▶ _Exercise prompt_
Copy out all the lines of the data that hold the word "Math".

***** Data supplied

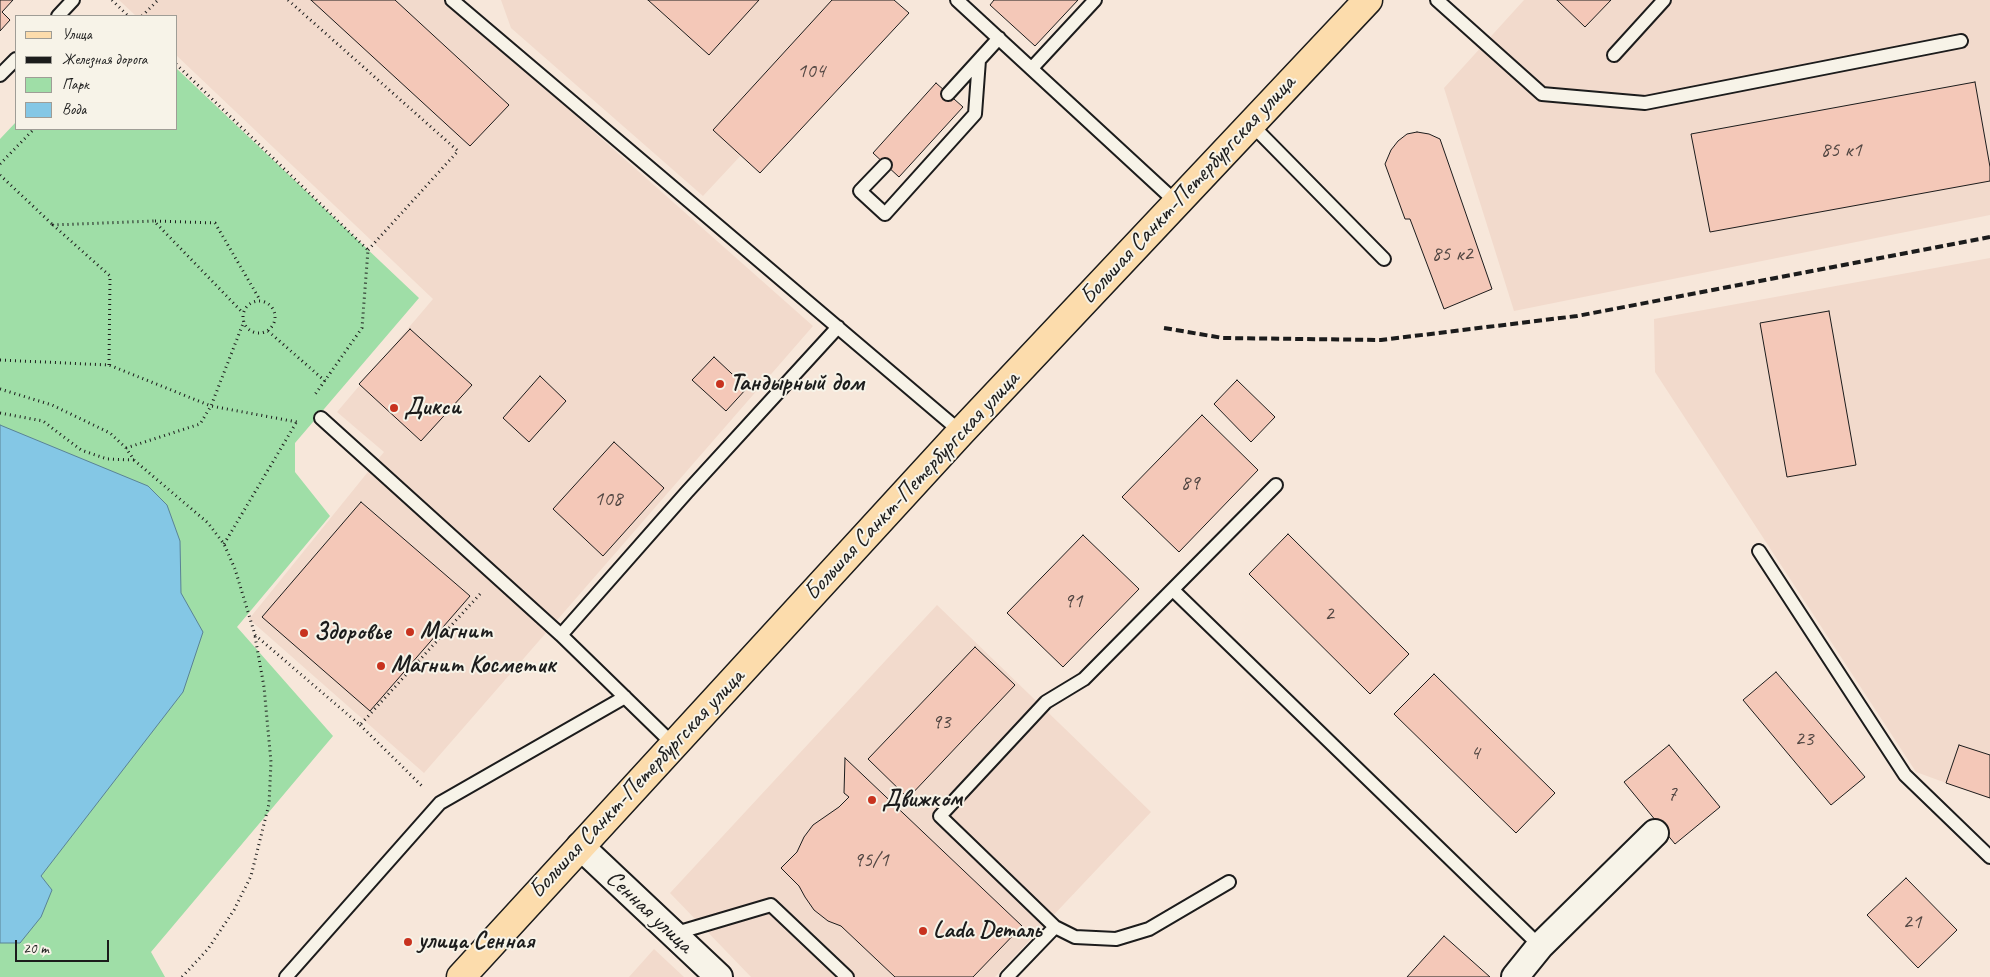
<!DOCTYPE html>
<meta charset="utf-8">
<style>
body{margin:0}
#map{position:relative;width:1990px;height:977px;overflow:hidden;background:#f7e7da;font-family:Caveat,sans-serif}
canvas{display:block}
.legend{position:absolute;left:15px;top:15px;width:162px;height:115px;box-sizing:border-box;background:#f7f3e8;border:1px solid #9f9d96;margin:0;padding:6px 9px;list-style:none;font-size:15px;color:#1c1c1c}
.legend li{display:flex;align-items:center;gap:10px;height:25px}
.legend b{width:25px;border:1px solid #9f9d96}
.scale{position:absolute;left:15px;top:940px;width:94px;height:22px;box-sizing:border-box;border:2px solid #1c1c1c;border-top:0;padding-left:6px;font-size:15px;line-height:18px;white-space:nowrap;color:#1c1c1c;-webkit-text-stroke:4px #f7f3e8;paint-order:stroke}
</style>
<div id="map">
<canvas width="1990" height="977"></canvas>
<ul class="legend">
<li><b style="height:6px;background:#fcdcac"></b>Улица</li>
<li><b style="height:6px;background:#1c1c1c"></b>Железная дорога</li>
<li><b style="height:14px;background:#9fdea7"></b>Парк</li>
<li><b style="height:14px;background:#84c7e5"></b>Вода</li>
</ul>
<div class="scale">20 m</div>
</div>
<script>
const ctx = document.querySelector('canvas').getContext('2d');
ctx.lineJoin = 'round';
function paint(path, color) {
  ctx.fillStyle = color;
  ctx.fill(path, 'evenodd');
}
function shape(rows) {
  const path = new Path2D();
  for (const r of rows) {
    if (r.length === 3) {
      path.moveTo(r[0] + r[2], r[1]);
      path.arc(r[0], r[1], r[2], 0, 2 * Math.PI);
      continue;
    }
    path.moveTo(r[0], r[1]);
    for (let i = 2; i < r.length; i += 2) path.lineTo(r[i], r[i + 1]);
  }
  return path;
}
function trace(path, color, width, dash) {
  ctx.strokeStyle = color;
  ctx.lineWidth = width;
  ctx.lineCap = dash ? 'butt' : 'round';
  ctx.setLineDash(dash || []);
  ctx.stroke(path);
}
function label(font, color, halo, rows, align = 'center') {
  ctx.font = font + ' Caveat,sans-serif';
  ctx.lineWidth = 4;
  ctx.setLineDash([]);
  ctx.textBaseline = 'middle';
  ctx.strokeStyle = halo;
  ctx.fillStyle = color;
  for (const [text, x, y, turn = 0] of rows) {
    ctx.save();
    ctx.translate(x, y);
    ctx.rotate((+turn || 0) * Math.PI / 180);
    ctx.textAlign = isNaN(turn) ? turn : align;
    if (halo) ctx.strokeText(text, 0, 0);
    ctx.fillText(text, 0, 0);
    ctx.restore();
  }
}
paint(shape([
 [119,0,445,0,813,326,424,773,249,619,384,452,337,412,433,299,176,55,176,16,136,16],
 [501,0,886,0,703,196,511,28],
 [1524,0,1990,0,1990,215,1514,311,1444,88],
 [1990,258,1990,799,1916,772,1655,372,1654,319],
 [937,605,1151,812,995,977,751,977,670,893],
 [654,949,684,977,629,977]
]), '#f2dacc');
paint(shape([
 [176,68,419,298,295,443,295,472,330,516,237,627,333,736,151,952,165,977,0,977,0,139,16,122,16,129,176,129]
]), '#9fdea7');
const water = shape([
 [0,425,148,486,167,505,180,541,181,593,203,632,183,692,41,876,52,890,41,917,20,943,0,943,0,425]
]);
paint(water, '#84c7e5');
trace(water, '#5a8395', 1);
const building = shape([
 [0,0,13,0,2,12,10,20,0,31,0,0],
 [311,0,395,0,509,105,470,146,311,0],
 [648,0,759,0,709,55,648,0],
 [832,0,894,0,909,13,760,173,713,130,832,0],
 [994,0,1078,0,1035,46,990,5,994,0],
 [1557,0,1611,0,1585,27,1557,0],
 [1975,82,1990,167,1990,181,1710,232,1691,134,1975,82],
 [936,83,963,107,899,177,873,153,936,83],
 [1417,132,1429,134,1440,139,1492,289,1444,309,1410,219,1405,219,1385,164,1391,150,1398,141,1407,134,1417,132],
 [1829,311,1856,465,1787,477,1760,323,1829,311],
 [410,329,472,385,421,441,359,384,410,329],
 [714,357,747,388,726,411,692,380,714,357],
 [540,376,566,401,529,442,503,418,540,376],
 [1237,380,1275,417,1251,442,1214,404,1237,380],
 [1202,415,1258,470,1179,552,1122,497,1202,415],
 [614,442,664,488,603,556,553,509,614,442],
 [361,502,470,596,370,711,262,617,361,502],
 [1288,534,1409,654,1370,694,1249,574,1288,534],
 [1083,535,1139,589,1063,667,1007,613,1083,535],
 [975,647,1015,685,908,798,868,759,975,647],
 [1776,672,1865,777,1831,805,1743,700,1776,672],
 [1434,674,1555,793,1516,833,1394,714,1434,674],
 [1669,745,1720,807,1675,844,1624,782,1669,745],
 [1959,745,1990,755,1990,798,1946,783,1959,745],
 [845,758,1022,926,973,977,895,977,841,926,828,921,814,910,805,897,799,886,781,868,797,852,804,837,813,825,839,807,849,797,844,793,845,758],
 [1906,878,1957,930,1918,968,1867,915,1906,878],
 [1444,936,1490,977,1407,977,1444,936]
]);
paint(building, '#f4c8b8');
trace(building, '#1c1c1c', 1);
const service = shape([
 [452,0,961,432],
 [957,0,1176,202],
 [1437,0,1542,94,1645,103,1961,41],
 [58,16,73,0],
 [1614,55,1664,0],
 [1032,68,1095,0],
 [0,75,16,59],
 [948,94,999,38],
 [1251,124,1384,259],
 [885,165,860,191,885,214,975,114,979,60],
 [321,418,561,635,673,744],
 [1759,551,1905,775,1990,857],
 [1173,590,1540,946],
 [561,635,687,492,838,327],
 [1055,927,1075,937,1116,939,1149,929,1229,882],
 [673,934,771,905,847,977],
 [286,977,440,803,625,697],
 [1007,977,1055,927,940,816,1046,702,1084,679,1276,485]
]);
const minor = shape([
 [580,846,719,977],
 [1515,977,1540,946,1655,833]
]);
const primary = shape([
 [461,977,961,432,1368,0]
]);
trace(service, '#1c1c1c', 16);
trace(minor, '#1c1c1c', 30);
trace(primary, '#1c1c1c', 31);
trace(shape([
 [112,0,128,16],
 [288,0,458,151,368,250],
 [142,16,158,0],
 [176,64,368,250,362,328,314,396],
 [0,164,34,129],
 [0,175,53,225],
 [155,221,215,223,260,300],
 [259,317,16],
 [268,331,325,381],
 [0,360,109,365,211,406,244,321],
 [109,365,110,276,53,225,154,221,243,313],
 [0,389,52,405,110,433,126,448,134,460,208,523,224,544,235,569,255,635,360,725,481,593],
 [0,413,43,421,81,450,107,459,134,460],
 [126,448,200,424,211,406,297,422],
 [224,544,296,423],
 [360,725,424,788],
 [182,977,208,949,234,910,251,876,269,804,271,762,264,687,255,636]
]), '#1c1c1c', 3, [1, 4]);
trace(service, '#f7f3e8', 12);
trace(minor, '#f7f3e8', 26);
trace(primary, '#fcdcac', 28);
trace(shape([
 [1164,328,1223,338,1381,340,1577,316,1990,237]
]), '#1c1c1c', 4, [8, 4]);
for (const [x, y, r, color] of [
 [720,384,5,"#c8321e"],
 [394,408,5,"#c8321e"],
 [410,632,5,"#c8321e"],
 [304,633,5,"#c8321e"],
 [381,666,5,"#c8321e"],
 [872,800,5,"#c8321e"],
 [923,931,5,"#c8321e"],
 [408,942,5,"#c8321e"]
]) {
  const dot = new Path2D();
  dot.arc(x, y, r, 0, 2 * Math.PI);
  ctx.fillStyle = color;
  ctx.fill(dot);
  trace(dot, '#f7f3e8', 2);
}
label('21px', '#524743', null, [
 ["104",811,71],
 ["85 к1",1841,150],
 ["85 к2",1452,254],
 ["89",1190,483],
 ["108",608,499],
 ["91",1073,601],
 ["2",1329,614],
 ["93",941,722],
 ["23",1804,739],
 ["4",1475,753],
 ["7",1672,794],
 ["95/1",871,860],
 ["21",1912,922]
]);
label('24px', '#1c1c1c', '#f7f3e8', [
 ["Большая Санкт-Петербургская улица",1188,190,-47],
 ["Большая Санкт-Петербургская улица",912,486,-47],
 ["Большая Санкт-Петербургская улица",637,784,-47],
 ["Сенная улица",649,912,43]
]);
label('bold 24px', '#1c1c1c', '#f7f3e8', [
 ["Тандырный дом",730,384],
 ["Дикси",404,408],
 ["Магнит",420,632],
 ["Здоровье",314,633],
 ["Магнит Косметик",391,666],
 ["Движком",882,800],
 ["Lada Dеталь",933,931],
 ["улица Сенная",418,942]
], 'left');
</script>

**********

▶ _Response for this exercise_
      path.arc(r[0], r[1], r[2], 0, 2 * Math.PI);
    ctx.rotate((+turn || 0) * Math.PI / 180);
  dot.arc(x, y, r, 0, 2 * Math.PI);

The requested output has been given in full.